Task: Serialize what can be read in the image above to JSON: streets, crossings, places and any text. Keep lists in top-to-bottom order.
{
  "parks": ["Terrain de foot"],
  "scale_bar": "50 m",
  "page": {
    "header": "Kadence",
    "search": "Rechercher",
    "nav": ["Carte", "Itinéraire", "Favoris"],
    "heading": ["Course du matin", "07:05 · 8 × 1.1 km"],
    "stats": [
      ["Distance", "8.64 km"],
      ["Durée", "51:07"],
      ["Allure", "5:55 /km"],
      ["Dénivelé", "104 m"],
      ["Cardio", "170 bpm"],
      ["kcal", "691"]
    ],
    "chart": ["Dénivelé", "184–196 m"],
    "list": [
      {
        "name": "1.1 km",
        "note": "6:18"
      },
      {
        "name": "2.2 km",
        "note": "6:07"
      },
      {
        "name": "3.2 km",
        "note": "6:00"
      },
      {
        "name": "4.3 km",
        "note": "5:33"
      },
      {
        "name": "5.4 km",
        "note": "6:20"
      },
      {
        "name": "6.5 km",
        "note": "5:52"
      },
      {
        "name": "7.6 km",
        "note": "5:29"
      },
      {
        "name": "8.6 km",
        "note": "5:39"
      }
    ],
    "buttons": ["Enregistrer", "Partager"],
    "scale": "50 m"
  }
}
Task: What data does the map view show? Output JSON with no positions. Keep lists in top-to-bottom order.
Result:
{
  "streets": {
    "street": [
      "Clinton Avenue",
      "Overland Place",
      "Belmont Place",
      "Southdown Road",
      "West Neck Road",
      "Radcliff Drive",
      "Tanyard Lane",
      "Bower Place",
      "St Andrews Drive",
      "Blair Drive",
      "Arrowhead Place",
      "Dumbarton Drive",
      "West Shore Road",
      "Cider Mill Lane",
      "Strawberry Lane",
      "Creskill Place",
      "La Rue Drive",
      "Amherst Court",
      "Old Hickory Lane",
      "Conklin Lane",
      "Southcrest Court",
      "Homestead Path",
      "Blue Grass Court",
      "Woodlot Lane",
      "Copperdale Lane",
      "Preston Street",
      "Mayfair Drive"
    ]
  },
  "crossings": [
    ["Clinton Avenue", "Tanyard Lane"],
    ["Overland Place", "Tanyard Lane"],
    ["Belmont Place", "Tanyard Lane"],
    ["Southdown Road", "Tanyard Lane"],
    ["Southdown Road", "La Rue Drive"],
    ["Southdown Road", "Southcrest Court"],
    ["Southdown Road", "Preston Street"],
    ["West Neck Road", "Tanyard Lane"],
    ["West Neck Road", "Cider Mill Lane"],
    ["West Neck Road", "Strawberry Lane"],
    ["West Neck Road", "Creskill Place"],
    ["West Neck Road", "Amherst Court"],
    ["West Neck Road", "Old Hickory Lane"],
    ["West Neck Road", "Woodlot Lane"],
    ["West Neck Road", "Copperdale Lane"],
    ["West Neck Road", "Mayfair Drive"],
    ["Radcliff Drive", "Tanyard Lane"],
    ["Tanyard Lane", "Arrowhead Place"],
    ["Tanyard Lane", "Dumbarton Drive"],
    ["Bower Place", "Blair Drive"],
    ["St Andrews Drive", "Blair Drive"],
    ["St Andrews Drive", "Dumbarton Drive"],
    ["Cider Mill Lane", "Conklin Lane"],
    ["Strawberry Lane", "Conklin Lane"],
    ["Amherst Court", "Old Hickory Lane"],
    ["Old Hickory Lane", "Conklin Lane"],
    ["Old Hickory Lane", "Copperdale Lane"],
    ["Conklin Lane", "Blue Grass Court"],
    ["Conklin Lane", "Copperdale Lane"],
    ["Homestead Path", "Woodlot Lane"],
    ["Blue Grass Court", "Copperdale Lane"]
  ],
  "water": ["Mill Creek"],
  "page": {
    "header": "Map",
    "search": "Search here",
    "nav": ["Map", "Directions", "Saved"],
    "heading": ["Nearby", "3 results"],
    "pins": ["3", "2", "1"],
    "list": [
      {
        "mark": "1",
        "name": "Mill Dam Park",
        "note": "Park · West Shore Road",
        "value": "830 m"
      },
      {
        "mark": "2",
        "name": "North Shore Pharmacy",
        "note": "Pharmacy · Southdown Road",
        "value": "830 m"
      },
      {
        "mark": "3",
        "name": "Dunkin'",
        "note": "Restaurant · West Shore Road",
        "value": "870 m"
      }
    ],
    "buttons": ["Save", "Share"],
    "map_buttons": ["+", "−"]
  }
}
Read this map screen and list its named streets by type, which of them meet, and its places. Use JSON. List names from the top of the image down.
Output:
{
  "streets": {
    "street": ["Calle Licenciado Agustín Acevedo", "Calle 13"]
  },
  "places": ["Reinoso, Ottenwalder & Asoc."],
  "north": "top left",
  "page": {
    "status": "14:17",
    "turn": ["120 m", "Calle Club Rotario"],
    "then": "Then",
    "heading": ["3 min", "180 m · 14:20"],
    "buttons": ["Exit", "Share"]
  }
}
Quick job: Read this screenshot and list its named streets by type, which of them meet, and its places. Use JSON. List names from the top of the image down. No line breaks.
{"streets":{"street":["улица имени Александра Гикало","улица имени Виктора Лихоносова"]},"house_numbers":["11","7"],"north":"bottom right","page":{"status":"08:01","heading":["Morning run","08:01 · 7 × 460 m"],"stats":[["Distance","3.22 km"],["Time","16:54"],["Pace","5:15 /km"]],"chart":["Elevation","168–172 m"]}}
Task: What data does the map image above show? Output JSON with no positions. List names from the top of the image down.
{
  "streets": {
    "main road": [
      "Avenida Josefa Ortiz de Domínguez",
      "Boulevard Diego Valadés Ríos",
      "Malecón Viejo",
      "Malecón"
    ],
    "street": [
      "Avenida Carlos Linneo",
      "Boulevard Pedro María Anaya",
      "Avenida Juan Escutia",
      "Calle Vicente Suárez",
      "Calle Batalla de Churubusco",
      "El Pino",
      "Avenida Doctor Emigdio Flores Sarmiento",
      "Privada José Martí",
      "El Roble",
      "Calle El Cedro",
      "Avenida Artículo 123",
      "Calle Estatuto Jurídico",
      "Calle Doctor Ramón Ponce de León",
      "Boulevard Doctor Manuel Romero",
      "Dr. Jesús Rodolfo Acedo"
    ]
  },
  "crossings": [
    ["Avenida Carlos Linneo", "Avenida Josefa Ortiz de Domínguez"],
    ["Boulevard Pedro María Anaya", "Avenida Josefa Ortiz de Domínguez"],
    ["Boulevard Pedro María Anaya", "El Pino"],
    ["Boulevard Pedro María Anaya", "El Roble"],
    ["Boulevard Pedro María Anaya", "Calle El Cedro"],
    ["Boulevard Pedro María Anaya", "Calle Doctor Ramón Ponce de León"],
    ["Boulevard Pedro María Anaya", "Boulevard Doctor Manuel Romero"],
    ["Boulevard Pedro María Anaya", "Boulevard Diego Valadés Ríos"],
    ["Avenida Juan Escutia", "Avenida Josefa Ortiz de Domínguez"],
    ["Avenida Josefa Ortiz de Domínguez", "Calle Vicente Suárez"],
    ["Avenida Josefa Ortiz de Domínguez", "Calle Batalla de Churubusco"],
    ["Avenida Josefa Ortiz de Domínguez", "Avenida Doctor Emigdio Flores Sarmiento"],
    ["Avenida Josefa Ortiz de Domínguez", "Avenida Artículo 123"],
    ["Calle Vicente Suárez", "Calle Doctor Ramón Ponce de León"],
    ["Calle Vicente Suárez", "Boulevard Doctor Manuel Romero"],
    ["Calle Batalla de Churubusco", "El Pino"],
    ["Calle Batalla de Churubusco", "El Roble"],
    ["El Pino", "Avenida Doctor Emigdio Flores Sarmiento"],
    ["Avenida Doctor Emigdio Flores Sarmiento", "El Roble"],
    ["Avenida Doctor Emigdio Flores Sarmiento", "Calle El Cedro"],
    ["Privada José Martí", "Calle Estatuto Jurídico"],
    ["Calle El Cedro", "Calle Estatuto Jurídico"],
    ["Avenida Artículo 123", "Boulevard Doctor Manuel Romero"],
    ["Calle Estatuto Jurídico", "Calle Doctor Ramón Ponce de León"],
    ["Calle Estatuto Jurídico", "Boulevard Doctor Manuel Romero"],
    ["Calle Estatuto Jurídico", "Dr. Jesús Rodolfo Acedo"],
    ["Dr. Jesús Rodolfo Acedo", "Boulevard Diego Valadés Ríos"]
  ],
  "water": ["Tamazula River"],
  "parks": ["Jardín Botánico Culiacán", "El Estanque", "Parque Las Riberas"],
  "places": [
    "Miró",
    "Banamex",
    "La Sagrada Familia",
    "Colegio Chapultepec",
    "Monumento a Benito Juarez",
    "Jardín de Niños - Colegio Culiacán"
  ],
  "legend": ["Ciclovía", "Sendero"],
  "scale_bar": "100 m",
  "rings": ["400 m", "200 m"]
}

### ACTIVITY:
Tell how many lines in the data include the string "Task". Reply with the number and no other text.

### SOLVED EXERCISE:
3